Scaling Data

Jon Reades - j.reades@ucl.ac.uk

1st October 2025

The Challenge

As the data get bigger
Pandas gets slower.

The Options

Make pandas faster.
Make the storage better.
Make using more cores easier.

Make Pandas Faster: Code

Introducing:
lazy evaluation and filtergraphs.

Make Pandas Faster: Storage

Introducing:
Arrow and Parquet.

Make Pandas Faster: Scaling

Introducing:
Parallelisation.

The Tools

Introducing:
Polars, Dask, DuckDB, and Postgres.

What About Polars?

Pros:

Looks like pandas code¹, doesn’t run like it.
Multi-threaded execution.
Arrow behind the scenes.
Streaming data processing possible.

Cons:

Easy to miss out on the benefits.
Designed for single machines².

What About the Duck?

Pros:

Serverless SQL queries against Parquet files.
Queries can be returned as Pandas data frames.
Select and filter before loading using Arrow.
Plugins for geospatial and remote parquet files.

Cons:

Need to learn SQL.
Still constrained by available memory.
Really still optimised for a single machine.

What About Dask?

Pros:

Distributed and parallel data processing
Queries returned as Pandas data frames
Lazy evaluation of code
Built-in scaling

Cons:

Lots of overhead for small queries.
Moving a lot of data around.
Not all problems readily parallelisable.

Postgres?

Pros:

Fully-fledged database.
Industry-leading handling of geospatial data.

Cons:

Need to learn SQL.
Need to learn how to design databases to maximise gains.
Moving lots of data in/out of the database is slow.

Is it Worth It?

A Simple Comparison

import pandas as pd
import polars as pl
import duckdb as duck
import time
import seaborn as sns
sns.load_dataset('titanic').to_parquet('titanic.pq')

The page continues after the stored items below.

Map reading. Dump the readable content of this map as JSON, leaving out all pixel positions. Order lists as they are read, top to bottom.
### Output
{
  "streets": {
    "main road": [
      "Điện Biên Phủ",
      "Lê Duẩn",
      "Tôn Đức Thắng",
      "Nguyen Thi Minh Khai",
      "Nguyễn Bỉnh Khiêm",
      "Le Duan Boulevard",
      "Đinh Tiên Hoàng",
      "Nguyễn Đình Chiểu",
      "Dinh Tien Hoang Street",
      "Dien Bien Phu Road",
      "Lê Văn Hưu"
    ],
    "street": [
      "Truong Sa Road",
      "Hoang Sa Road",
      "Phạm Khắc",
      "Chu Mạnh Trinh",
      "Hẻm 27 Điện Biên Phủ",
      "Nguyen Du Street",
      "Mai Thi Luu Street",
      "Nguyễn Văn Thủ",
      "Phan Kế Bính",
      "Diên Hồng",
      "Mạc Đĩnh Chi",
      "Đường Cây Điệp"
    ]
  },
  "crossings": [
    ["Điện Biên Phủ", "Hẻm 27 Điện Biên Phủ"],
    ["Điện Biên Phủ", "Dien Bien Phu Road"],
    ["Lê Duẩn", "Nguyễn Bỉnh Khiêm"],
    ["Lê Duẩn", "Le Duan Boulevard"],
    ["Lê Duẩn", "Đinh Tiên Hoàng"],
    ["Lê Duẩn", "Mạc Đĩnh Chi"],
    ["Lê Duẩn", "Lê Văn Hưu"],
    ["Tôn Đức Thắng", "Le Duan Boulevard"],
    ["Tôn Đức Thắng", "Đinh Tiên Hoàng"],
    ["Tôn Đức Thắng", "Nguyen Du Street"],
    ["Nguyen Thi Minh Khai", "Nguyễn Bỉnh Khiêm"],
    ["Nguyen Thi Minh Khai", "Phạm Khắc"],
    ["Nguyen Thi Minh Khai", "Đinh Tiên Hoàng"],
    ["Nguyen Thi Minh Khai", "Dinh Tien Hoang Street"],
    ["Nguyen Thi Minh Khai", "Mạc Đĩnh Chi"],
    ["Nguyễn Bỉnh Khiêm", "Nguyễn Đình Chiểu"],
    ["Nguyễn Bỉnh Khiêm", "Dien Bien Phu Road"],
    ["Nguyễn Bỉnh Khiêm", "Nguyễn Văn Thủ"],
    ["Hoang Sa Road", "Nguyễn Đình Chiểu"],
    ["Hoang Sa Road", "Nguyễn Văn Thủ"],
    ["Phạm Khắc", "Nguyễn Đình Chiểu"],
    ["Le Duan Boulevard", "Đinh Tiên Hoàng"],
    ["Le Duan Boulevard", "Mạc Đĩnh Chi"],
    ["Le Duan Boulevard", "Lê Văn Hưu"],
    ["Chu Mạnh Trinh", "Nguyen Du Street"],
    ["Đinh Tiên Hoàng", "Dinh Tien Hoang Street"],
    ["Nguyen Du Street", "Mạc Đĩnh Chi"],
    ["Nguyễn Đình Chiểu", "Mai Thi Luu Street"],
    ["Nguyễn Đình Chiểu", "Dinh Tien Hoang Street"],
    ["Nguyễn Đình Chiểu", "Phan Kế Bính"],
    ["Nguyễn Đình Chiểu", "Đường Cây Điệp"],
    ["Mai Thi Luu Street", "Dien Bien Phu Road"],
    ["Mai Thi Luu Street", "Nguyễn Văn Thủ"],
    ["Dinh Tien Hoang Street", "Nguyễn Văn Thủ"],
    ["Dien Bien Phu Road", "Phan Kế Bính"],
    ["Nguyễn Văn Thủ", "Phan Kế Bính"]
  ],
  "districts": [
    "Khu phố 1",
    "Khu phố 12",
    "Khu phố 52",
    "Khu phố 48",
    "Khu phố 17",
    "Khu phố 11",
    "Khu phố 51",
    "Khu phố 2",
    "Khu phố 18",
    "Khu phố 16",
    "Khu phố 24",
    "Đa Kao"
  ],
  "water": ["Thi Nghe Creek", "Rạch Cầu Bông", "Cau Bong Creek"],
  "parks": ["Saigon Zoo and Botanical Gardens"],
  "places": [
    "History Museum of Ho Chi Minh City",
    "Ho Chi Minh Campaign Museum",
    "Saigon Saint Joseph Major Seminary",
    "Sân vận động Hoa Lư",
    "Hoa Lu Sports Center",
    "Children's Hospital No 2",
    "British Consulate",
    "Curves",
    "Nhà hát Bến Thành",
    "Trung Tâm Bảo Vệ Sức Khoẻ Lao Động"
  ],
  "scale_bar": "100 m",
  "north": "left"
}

	survived	pclass	sex	age	sibsp	fare	embarked	class	who	adult_male	deck	embark_town	alive	alone
0	0	3	male	22.0	1	7.2500	S	Third	man	True	NaN	Southampton	no	False
1	1	1	female	38.0	1	71.2833	C	First	woman	False	C	Cherbourg	yes	False
2	1	3	female	26.0	0	7.9250	S	Third	woman	False	NaN	Southampton	yes	True
3	1	1	female	35.0	1	53.1000	S	First	woman	False	C	Southampton	yes	False
4	0	3	male	35.0	0	8.0500	S	Third	man	True	NaN	Southampton	no	True

Measuring Performance

We can compare performance using profiling¹:

import timeit

def load_pandas():
    pd.read_parquet('titanic.pq', columns=['age']).age.mean()

def load_polars():
    pl.read_parquet('titanic.pq', columns=['age'])['age'].mean()

def load_duck():
    duck.sql("SELECT MEAN(age) FROM read_parquet('titanic.pq')")

num_reps = 1000

The Results

Pandas

pd_execution_time = timeit.timeit(load_pandas, number=num_reps)
print(f"Pandas execution time: {pd_execution_time:.6f} seconds")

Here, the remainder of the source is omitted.